I want to create a model where I have a network-wide learnable parameter which I need to pass to each layer. I have thought of 2 ways of doing this:
(1)
class Func(nn.Module):
def __init__(self, data_dim, hidden_dim1, hidden_dim2, target_dim):
super().__init__()
self.lamb_mu = nn.Parameter(torch.Tensor(1).uniform_(1, 1))
self.lamb_rho = nn.Parameter(torch.Tensor(1).uniform_(-6., -6.))
self.l1 = Lasso_layer(data_dim, hidden_dim1, self.rho_prior)
self.l2 = Lasso_layer(hidden_dim1, hidden_dim2, self.rho_prior)
self.l4 = Lasso_layer(hidden_dim2, target_dim, self.rho_prior)
self.lamb_sigma = None
def forward(self, X):
self.lamb_sigma = torch.log1p(torch.exp(self.lamb_rho))
output = F.relu(self.l1(X.reshape(-1, 28*28), self.lamb_mu, self.lamb_sigma))
output = F.relu(self.l2(output, self.lamb_mu, self.lamb_sigma))

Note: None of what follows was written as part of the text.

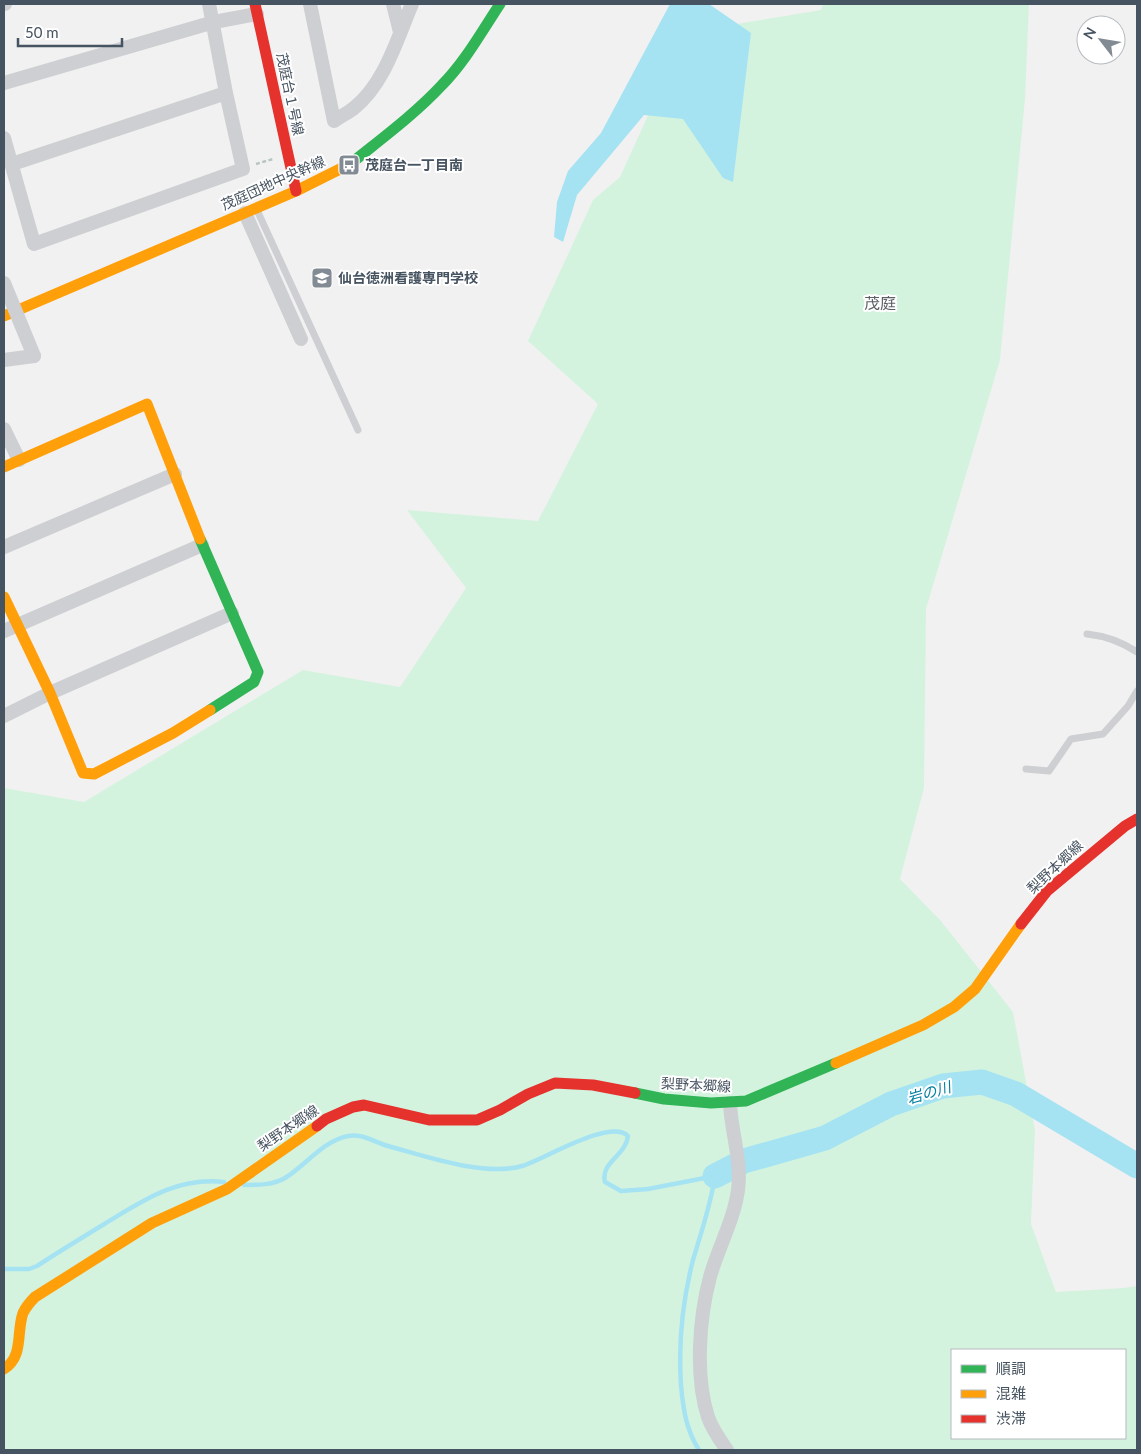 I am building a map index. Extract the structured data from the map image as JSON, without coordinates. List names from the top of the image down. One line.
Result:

output = self.l4(output, self.lamb_mu, self.lamb_sigma)
return output
(2)
class Func(nn.Module):
def __init__(self, data_dim, hidden_dim1, hidden_dim2, target_dim):
super().__init__()
self.lamb_mu = nn.Parameter(torch.Tensor(1).uniform_(1, 1))
self.lamb_rho = nn.Parameter(torch.Tensor(1).uniform_(-6., -6.))

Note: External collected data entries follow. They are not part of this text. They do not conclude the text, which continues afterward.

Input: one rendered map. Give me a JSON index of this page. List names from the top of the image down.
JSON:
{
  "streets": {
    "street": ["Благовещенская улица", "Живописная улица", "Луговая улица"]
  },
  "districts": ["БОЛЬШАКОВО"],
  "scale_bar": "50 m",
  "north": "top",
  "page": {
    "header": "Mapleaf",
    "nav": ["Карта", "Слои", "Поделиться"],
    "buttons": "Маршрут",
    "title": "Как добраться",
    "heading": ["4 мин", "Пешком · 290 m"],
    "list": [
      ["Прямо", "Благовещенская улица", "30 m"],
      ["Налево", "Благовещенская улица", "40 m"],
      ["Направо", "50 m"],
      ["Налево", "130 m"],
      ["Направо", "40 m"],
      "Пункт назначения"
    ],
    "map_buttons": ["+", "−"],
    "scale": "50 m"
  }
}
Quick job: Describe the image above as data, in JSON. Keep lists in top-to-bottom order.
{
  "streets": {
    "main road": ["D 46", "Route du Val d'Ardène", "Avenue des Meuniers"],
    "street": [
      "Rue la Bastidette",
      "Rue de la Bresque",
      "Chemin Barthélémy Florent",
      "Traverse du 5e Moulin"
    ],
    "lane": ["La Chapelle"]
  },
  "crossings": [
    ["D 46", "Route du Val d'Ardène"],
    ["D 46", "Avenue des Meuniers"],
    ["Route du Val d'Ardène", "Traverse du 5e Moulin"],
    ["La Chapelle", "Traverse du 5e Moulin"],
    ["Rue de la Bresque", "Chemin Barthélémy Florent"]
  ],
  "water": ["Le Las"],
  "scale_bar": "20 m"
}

self.l1 = Lasso_layer(data_dim, hidden_dim1, self.rho_prior, self.lamb_mu, self.lamb_rho)
self.l2 = Lasso_layer(hidden_dim1, hidden_dim2, self.rho_prior, self.lamb_mu, self.lamb_rho)
self.l4 = Lasso_layer(hidden_dim2, target_dim, self.rho_prior, self.lamb_mu, self.lamb_rho)
self.lamb_sigma = None
def forward(self, X):
output = F.relu(self.l1(X.reshape(-1, 28*28)))
output = F.relu(self.l2(output))
output = self.l4(output)
return output
Which of these approaches is correct and will update lamb_mu and lamb_rho parameters appropriately for the entire network?